You only get 1 chance at your lungs, and life for that matter, make a wise choice here - don't try to save a few $.

ftkalcevic
03-05-2009, 04:31 PM
Thanks for the advice. For now I've sealed around the fan and that seems to make a difference - my house doesn't smell anymore.

For the record, the smells and chemicals and such come from machining on my lathe and mill/drill. When things get hot they tend to burn off oils and such on the workpiece. I also use WD-40 on aluminium which is pretty awful in my workshop.

Yesterday when I was machining, although there was an obvious flow of air through the door and out the window, smoke generated at my mill still seemed to just waft around the mill, not being drawn away quickly. I'm going to look at installing and exhaust fan or two above the mill and lathe in the ceiling, venting into the roof cavity, and drawing fresh air in from the window.

charlie_r
04-06-2009, 07:18 AM
Not a good idea to vent into the attic space....If you go with vent fans, make sure you vent to the outdoors, NOT to another enclosed space.

rossrods
04-13-2009, 07:23 PM
sucking in coolant mist. Has anyone tried to use a electrostatic air filter to filtrer out the coolant mist. I wonder if it would work.

harryn
04-27-2009, 08:02 PM
If you want to move air from a work shop area, you need a blower - not a fan. A simple fan only produces velocity - but no real pressure.

To make this a bit more obvious - look at the way air is moved around a house with central heat and air conditioning. It uses a blower - not a fan. The reason - it takes both velocity and pressure to move air any distance.

In fact, a blower from a home furnace is a good estimate of what you probably need. Vent to the outdoors - but your general idea of pulling in fresh air from outside - but them vent "through" the roof to the outdoors - seems good. Just don't vent into the attic - that would be really bad.

As far as using electrostatic filters for removing mists - yes - sort of. I use an electrostatic filter in my house for removing fine particles (pollen) but they load up very fast. Once there is even a fine coating on the surface, filtration is actually worse than with a simple filter.

Claude Boudreau
05-18-2009, 07:27 PM
If you want to move air from a work shop area, you need a blower - not a fan. A simple fan only produces velocity - but no real pressure.

To make this a bit more obvious - look at the way air is moved around a house with central heat and air conditioning. It uses a blower - not a fan. The reason - it takes both velocity and pressure to move air any distance.

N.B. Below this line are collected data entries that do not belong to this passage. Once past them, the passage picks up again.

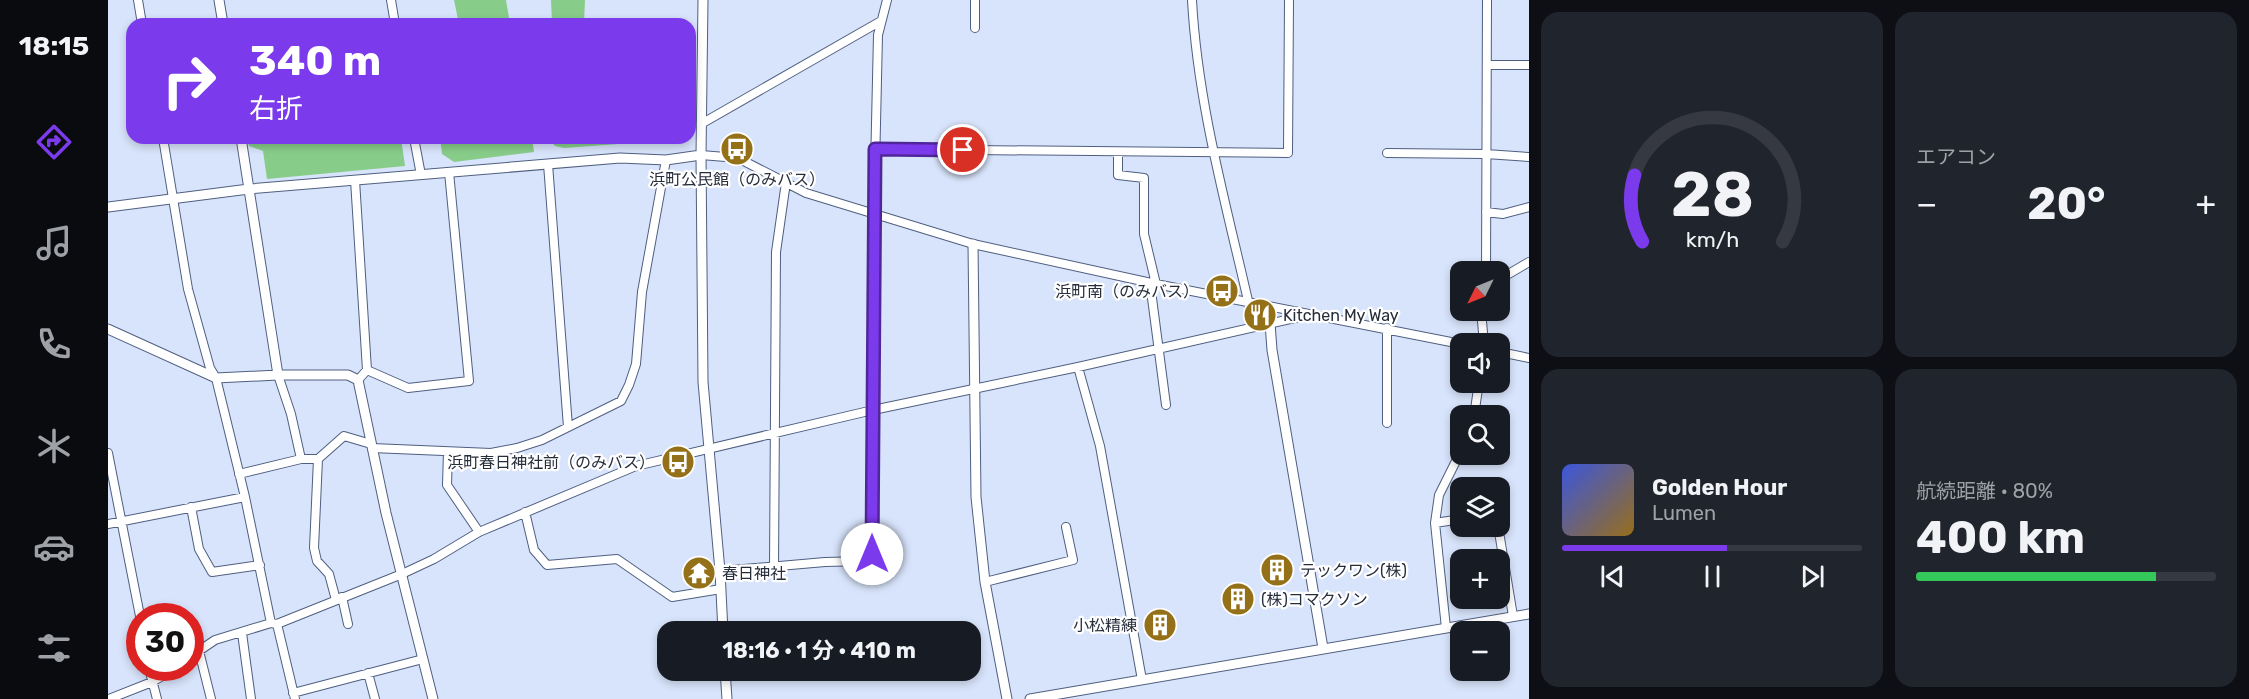 <!DOCTYPE html>
<html lang="ja">
<meta charset="utf-8">
<style>
:root{--surface:#171b24;--page:#20242c;--text:#f1f3f6;--muted:#9ea1a6;--line:#363941;--accent:#7c3aed}
body{margin:0;font-family:Rubik,"Noto Sans JP",sans-serif;background:var(--page);color:var(--text);height:100vh;display:flex;flex-direction:column;font-size:22px;white-space:nowrap}
*{box-sizing:border-box;margin:0}
p{font-size:20px;color:var(--muted)}
.icon{flex:none;width:33px;height:33px;fill:none;stroke:currentColor;stroke-width:2;stroke-linecap:round;stroke-linejoin:round}
.map{position:relative;flex:1;overflow:hidden}
.details{display:flex;flex-direction:column;gap:12px;padding:12px;background:#0d0f14;width:720px}
.details>*{flex:none}
.top-card{position:absolute;left:18px;top:18px;width:570px;height:126px;border-radius:18px;box-shadow:0 3px 9px #0003;background:#7c3aed;color:#fff;overflow:hidden}
.needle{width:39px;rotate:227deg}
.fabs{position:absolute;left:1342px;top:261px;display:grid;gap:12px}
.fabs a{display:grid;place-items:center;width:60px;height:60px;border-radius:12px;background:var(--surface);box-shadow:0 3px 9px #0003;font-size:30px}
.speed{position:absolute;left:18px;top:603px;display:flex;gap:12px;font-size:30px;font-weight:700;text-align:center}
.speed>*{display:grid;place-content:center;width:78px;height:78px;border-radius:50%;background:var(--surface);box-shadow:0 3px 9px #0003;line-height:1}
.speed .limit{border:9px solid #d22;background:#fff;color:#111}
.pin{position:absolute;display:grid;place-items:center;width:51px;height:51px;color:#fff;margin:-26px;border:3px solid #fff;border-radius:50%;box-shadow:0 2px 6px #0007}
.me{position:absolute;width:66px;margin:-33px;rotate:0deg;stroke-linejoin:round;filter:drop-shadow(0 0 4px #0008)}
.turn{display:flex;align-items:center;gap:21px;height:126px;padding:0 24px;font-size:27px}
.turn .icon{width:78px;height:78px;stroke-width:2.5}
.turn b{display:block;font-size:42px;line-height:51px}
.big{font-size:45px;font-weight:700;line-height:1.1}
.details .widget{flex:1;display:flex;flex-direction:column;justify-content:center;gap:9px;min-width:0;padding:0 21px;border-radius:18px;background:var(--page)}
.details .dial{align-items:center;gap:0}
.dial svg{height:156px;overflow:visible;fill:none;stroke:var(--line);stroke-width:7;stroke-linecap:round;text-anchor:middle}
.dial text{fill:var(--text);stroke:none}
.song{display:flex;align-items:center;gap:18px}
.cover{width:72px;height:72px;border-radius:9px;background:linear-gradient(135deg,hsl(230 70% 55%),hsl(40 70% 35%))}
.played{height:6px;border-radius:3px;background:linear-gradient(90deg,var(--accent) 55%,var(--line) 55%)}
.keys{display:flex;justify-content:space-around;direction:ltr}
.heat{display:flex;justify-content:space-between;align-items:center;font-size:33px;direction:ltr}
.charge{height:9px;border-radius:4px;background:linear-gradient(90deg,#34c759 80%,var(--line) 0)}
.details .tiles{flex:1;display:grid;gap:12px;grid-template-columns:repeat(2,1fr)}
.trip{position:absolute;left:549px;top:621px;width:324px;height:60px;border-radius:18px;background:var(--surface);box-shadow:0 3px 9px #0003;font-weight:700;line-height:60px;text-align:center}
main{display:flex;flex:1;min-height:0}
.tabs{display:flex;flex-direction:column;width:108px;justify-content:space-around;align-items:center;background:#090b0e;color:var(--muted)}
.tabs .icon{width:42px;height:42px}
.tabs .current{color:var(--accent)}
.tabs b{font-size:27px;color:var(--text)}
.map>svg:first-child{display:block}
.green{fill:#88cc8a}
.lines{fill:none;stroke-linecap:round;stroke-linejoin:round}
.minor-casing{stroke:#4f5f80;stroke-width:10}
.tertiary-casing{stroke:#4f5f80;stroke-width:11}
.minor{stroke:#fff;stroke-width:8}
.tertiary{stroke:#fff;stroke-width:9}
.route-casing{stroke:#51269a;stroke-width:15}
.route{stroke:#7c3aed;stroke-width:10}
.labels{text-anchor:middle;dominant-baseline:central;stroke-width:4.5;stroke-linejoin:round;paint-order:stroke}
.poi-label{font-size:16px;fill:#262d3b;stroke:#fff;text-anchor:start}
</style>
<main>
<nav class="tabs">
<b>18:15</b>
<svg class="icon current" aria-label="directions" viewBox="0 0 24 24"><path d="M12 3l9 9-9 9-9-9zM9 14v-3h6M13 9l2 2-2 2"/></svg>
<svg class="icon" aria-label="music" viewBox="0 0 24 24"><path d="M9 18V5l10-2v13"/><circle cx="6" cy="18" r="3"/><circle cx="16" cy="16" r="3"/></svg>
<svg class="icon" aria-label="phone" viewBox="0 0 24 24"><path d="M5 4h4l2 5-3 2q2 4 5 5l2-3 5 2v4C11 20 4 13 5 4z"/></svg>
<svg class="icon" aria-label="climate" viewBox="0 0 24 24"><path d="M12 3v18M4 7l16 10M4 17L20 7"/></svg>
<svg class="icon" aria-label="car" viewBox="0 0 24 24"><path d="M5 17H2v-5l4-1 3-4h7l3 4 3 1v5h-3M9 17h6M6 11h13"/><circle cx="7" cy="17" r="2"/><circle cx="17" cy="17" r="2"/></svg>
<svg class="icon" aria-label="filters" viewBox="0 0 24 24"><path d="M4 7h16M4 17h16"/><circle cx="9" cy="7" r="2"/><circle cx="15" cy="17" r="2"/></svg>
</nav>
<div class="map">
<svg width="1421" height="699" viewBox="0 0 1421 699">
<rect width="100%" height="100%" fill="#d8e4fb"/>
<path class="green" d="M346,0H398L402,23L351,24Z
M443,0H477L476,23H444Z
M139,138H293L297,166L159,179L155,151L141,146Z
M332,138H424L426,152L346,162L334,154Z
M440,138H539L538,142L456,148L447,146Z"/>
<g class="lines">
<defs>
<path id="minor" d="M30,0L34,24
M283,0L287,24
M867,0V28
M1084,0C1090,111 1122,218 1146,327
M1379,65H1421
M593,124L773,21
M55,138L80,289L102,368L108,378L137,497L163,623
M306,138L313,175
M767,149L1180,153L1181,0
M1010,152V175L1036,178V234L1048,284
M1279,153L1378,154L1421,157
M593,155L630,158L698,193L865,244L1048,284L1353,344
M440,164L460,427
M247,180L259,370L250,380
M1378,212L1395,214L1421,207
M1378,272L1379,0
M1392,279L1421,262
M1042,283L1058,405
M1373,310L1376,344
M1392,352L1421,358
M970,367L992,446L1034,680
M259,370L300,388L361,381L341,172
M170,375L183,414L193,459
M1366,416L1371,382
M1279,423V328
M264,448L383,453L409,448L434,440L513,401L521,385L528,364L534,292L558,160
M340,452L339,485L371,532
M0,453L32,616
M210,459L206,548L209,561L221,574L228,600
M131,474L193,459H210L236,436L263,444
M83,507L91,549L104,572L152,565
M417,512L426,550L439,565L509,559L564,597L613,589
M1327,523L1353,519
M0,524L137,497
M1390,526L1405,616
M666,567L668,252L678,182
M612,571L717,562L758,561L764,554L766,212L770,35L779,0
M877,582L965,560L958,527
M234,597L240,624
M169,624L187,699
M1338,628L1327,523L1331,495L1353,451
M134,633L143,699
M91,651L103,699
M82,657L107,640L163,623L169,624L294,574L326,559L371,532L528,466L765,410L970,367L1200,315
M41,668L49,699
M260,673L267,699
M185,693L315,659
M1,699L44,682L68,668"/>
<path id="tertiary" d="M111,0L115,24
M595,0L593,155L595,382L612,571L615,632
M133,138L170,375
M0,207L141,189L512,158L558,160L593,155
M865,244L868,497L877,582L899,699
M1162,323L1164,350L1215,648
M0,329L108,378L170,375H240L250,380L278,513L325,699
M617,670L619,699
M922,699L1421,614"/>
</defs>
<use href="#minor" class="minor-casing"/>
<use href="#tertiary" class="tertiary-casing"/>
<use href="#minor" class="minor"/>
<use href="#tertiary" class="tertiary"/>
</g>
<g class="lines">
<defs>
<path id="route" d="M764,554L767,149L855,150"/>
</defs>
<use href="#route" class="route-casing"/>
<use href="#route" class="route"/>
</g>
<defs>
<symbol id="bus-disc" viewBox="-11 -11 22 22"><circle r="9.5" fill="#947118" stroke="#fff"/><path d="M-5-6H5V4H4V6H2V4H-2V6H-4V4H-5ZM-3.5-4V0h7V-4ZM-3.5 1.2v1.5H-2V1.2ZM2 1.2v1.5H3.5V1.2Z" fill="#fff"/></symbol>
<symbol id="restaurant-disc" viewBox="-11 -11 22 22"><circle r="9.5" fill="#947118" stroke="#fff"/><path d="M-5-6h1v4h1v-4h1v4h1v-4h1v5L-1.5 .5V6h-2V.5L-5-1ZM5-6V6H3V1.5H1.5Q1.5-4 5-6Z" fill="#fff"/></symbol>
<symbol id="building-disc" viewBox="-11 -11 22 22"><circle r="9.5" fill="#947118" stroke="#fff"/><path d="M-4-6H4V6H1V3H-1V6H-4ZM-2.5-4.3h1.7v1.8h-1.7ZM.8-4.3h1.7v1.8H.8ZM-2.5-1h1.7V.8h-1.7ZM.8-1h1.7V.8H.8Z" fill="#fff"/></symbol>
<symbol id="temple-disc" viewBox="-11 -11 22 22"><circle r="9.5" fill="#947118" stroke="#fff"/><path d="M0-6L5-2H3V0L6.5 2.5H4V6H1.5V3h-3V6H-4V2.5H-6.5L-3 0V-2H-5Z" fill="#fff"/></symbol>
</defs>
<g fill-rule="evenodd">
<use href="#bus-disc" x="610" y="130" width="38" height="38"/>
<use href="#bus-disc" x="1095" y="272" width="38" height="38"/>
<use href="#restaurant-disc" x="1133" y="296" width="38" height="38"/>
<use href="#bus-disc" x="551" y="443" width="38" height="38"/>
<use href="#building-disc" x="1150" y="551" width="38" height="38"/>
<use href="#temple-disc" x="572" y="554" width="38" height="38"/>
<use href="#building-disc" x="1111" y="580" width="38" height="38"/>
<use href="#building-disc" x="1033" y="606" width="38" height="38"/>
</g>
<g class="labels">
<g class="poi-label">
<text x="629" y="179" text-anchor="middle">浜町公民館（のみバス）</text>
<text x="1091" y="291" text-anchor="end">浜町南（のみバス）</text>
<text x="1175" y="315">Kitchen My Way</text>
<text x="547" y="462" text-anchor="end">浜町春日神社前（のみバス）</text>
<text x="1192" y="570">テックワン(株)</text>
<text x="614" y="573">春日神社</text>
<text x="1153" y="599">(株)コマクソン</text>
<text x="1029" y="625" text-anchor="end">小松精練</text>
</g>
</g>
</svg>
<div class="fabs">
<a><svg class="needle" viewBox="-14 -14 28 28"><path d="M0-13l5 13h-10z" fill="#e53935"/><path d="M0 13l5-13h-10z" fill="#9ea1a6"/></svg></a>
<a><svg class="icon" aria-label="sound" viewBox="0 0 24 24"><path d="M4 9h4l5-4v14l-5-4H4zM17 9q2 3 0 6"/></svg></a>
<a><svg class="icon" aria-label="search" viewBox="0 0 24 24"><circle cx="10" cy="10" r="6"/><path d="M15 15l6 6"/></svg></a>
<a><svg class="icon" aria-label="layers" viewBox="0 0 24 24"><path d="M12 4l9 5-9 5-9-5zM3 14l9 5 9-5"/></svg></a>
<a>+</a>
<a>−</a>
</div>
<div class="speed"><div class="limit">30</div></div>
<div class="pin" style="left:855px;top:150px;background:#d93025"><svg class="icon" aria-label="arrive" viewBox="0 0 24 24"><path d="M6 21V4h12l-3 4 3 4H6"/></svg></div>
<svg class="me" style="left:764px;top:554px" viewBox="-20 -20 40 40"><circle r="19" fill="#fff"/><path d="M0-13L10 11 0 6-10 11z" fill="#7c3aed"/></svg>
<div class="trip">18:16 · 1 分 · 410 m</div>
<div class="top-card">
<div class="turn"><svg class="icon" aria-label="right" viewBox="0 0 24 24"><path d="M7 20v-9h11M14 6l5 5-5 5"/></svg><div><b>340 m</b>右折</div></div>
</div>
</div>
<section class="details">
<div class="tiles">
<div class="widget dial"><svg viewBox="0 0 100 80">
<path d="M14 69A42 42 0 1 1 86 69"/>
<path d="M14 69A42 42 0 0 1 10 35" stroke="#7c3aed"/>
<text x="50" y="56" font-size="32" font-weight="700">28</text>
<text x="50" y="72" font-size="11">km/h</text>
</svg></div>
<div class="widget"><p>エアコン</p>
<div class="heat"><a>−</a><b class="big">20°</b><a>+</a></div>
</div>
<div class="widget">
<div class="song"><i class="cover"></i><div><b>Golden Hour</b><p>Lumen</p></div></div>
<div class="played"></div>
<div class="keys"><svg class="icon" aria-label="previous" viewBox="0 0 24 24"><path d="M18 5L8 12l10 7zM5 5v14"/></svg><svg class="icon" aria-label="pause" viewBox="0 0 24 24"><path d="M8 5v14M16 5v14"/></svg><svg class="icon" aria-label="next" viewBox="0 0 24 24"><path d="M6 5l10 7-10 7zM19 5v14"/></svg></div>
</div>
<div class="widget"><p>航続距離 · 80%</p><b class="big">400 km</b><div class="charge"></div></div>
</div>
</section>
</main>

In fact, a blower from a home furnace is a good estimate of what you probably need. Vent to the outdoors - but your general idea of pulling in fresh air from outside - but them vent "through" the roof to the outdoors - seems good. Just don't vent into the attic - that would be really bad.



As far as using electrostatic filters for removing mists - yes - sort of. I use an electrostatic filter in my house for removing fine particles (pollen) but they load up very fast. Once there is even a fine coating on the surface, filtration is actually worse than with a simple filter.

In the winter time hot moist air in the attic can rot the exposed wood .Take time to exhaust outside.

Jim Shaper
05-19-2009, 10:24 PM
What I ended up doing, was putting a "whole house fan" in the ceiling, and then a powered attic vent in the roof. The WHF acts as an exhaust fan, and the switch also powers a relay which engages the power attic vent whenever that fan is on.

If you do this, be sure to use the relay or the automatic switching of the attic vent will power the exhaust fan. The relay simply bypasses the thermal switch on the attic vent allowing it to still function properly and no harm if both are closed.